PELİN BATU: MUHSİN YAZICIOĞLU KÜLLİYATINI HATMETTİM!
Zor Yılların Kayıp Çocukları filminde ülkücü bir babanın kızını oynayan Pelin Batu Radikal'e konuştu.
12 Eylül darbesi döneminde ailesi darbe mağduru olan, bu anılarla
büyümek zorunda kalmış, şimdilerde 30’lu yaşlarını süren neslin
hikâyeleri, başrolünü Pelin Batu ve Tolga Güleç’in paylaştığı ‘Zor
Yılların Kayıp Çocukları’ adlı belgesel-filmde su yüzüne çıkıyor.
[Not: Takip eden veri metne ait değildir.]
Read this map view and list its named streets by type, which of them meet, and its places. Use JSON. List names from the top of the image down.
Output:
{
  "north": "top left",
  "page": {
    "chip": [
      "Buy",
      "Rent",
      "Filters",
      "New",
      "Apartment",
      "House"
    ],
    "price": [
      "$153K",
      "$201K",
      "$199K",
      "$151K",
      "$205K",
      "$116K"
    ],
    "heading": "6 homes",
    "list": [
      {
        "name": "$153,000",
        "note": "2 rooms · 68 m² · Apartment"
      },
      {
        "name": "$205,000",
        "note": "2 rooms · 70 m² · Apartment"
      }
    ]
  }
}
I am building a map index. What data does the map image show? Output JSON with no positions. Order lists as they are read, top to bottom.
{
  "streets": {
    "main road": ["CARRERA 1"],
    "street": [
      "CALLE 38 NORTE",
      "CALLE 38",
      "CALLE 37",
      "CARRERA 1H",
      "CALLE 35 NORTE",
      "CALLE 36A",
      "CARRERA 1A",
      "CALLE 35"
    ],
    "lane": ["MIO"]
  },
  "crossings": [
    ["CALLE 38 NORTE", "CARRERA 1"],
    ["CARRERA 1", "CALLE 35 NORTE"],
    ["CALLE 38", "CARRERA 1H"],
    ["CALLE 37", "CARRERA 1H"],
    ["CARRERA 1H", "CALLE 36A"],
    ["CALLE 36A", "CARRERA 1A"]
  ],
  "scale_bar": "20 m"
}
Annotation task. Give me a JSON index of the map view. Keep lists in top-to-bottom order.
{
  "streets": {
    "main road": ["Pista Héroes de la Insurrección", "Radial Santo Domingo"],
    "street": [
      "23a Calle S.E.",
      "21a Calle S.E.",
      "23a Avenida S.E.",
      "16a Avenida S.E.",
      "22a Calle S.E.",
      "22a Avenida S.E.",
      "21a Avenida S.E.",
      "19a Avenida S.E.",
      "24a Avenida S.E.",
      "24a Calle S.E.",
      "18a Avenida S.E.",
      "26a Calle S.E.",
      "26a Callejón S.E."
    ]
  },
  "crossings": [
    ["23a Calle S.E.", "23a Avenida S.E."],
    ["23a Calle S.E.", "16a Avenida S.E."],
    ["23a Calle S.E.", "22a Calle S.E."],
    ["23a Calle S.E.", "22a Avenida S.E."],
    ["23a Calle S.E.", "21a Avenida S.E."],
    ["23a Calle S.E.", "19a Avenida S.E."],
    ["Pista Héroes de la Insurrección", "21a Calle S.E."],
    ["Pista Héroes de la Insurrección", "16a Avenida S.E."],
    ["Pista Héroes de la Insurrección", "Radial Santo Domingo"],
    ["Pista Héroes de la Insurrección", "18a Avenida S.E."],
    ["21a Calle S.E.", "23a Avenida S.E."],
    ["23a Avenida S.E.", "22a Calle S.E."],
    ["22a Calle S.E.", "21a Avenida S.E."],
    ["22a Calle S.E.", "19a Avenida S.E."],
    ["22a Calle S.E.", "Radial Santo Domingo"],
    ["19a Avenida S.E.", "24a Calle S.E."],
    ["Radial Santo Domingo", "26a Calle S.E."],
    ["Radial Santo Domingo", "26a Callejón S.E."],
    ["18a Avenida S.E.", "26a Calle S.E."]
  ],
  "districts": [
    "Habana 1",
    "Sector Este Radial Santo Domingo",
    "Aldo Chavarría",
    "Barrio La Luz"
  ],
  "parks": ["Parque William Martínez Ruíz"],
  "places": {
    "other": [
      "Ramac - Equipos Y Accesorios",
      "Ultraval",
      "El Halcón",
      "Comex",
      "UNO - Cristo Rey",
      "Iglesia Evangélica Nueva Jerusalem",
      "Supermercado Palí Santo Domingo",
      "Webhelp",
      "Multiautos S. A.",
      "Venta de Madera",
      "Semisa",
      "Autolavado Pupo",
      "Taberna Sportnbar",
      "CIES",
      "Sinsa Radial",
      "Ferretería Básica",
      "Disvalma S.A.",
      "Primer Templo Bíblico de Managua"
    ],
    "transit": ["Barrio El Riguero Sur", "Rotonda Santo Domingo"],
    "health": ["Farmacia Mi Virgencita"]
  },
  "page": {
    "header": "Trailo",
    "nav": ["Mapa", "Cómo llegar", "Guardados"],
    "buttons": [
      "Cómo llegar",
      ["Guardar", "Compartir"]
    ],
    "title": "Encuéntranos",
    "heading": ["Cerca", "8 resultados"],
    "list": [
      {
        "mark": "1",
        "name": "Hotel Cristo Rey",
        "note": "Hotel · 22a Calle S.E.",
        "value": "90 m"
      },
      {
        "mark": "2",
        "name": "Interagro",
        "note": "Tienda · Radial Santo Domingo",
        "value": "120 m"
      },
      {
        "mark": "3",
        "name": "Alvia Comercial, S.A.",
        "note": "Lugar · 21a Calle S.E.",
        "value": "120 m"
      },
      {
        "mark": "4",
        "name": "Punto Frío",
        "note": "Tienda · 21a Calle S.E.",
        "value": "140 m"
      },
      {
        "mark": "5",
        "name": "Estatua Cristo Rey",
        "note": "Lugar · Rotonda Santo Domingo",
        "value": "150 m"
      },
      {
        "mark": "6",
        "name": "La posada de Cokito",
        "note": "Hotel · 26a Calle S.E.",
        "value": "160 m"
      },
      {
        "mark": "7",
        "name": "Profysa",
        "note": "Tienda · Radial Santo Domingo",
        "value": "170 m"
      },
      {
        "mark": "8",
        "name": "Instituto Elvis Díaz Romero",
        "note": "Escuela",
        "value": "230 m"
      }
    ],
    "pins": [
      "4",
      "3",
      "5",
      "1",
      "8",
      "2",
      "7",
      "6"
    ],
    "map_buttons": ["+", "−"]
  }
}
Filmde, sol örgüt üyesi annesini darbe döneminde hapishanede
kaybetmiş Onur ile babası Ülkü Ocakları’nda yetişmiş Zileyha
üzerinden, siyasi görüş farkı gözetmeksizin darbe mağdurlarının
çocuklarının travmaları yansıtılıyor. Yapımcılığını Bahçeşehir
Üniversitesi’nin; yönetmenliğini ise Bahçeşehir Üniversitesi
İletişim Fakültesi Sinema ve Televizyon Bölümü öğretim görevlisi
Yrd. Doç. Dr. Erkan Büker’in üstlendiği, tamamı gerçek hikâyelerden
oluşan ‘Zor Yılların Kayıp Çocukları’ için Pelin Batu, “Filmimiz
olayı sağ- sol diye ayırarak ele almıyor, darbeyi taraf tutmadan
anlatıyoruz” diyor...
‘Zor Yılların Kayıp Çocukları’ nasıl geldi önünüze?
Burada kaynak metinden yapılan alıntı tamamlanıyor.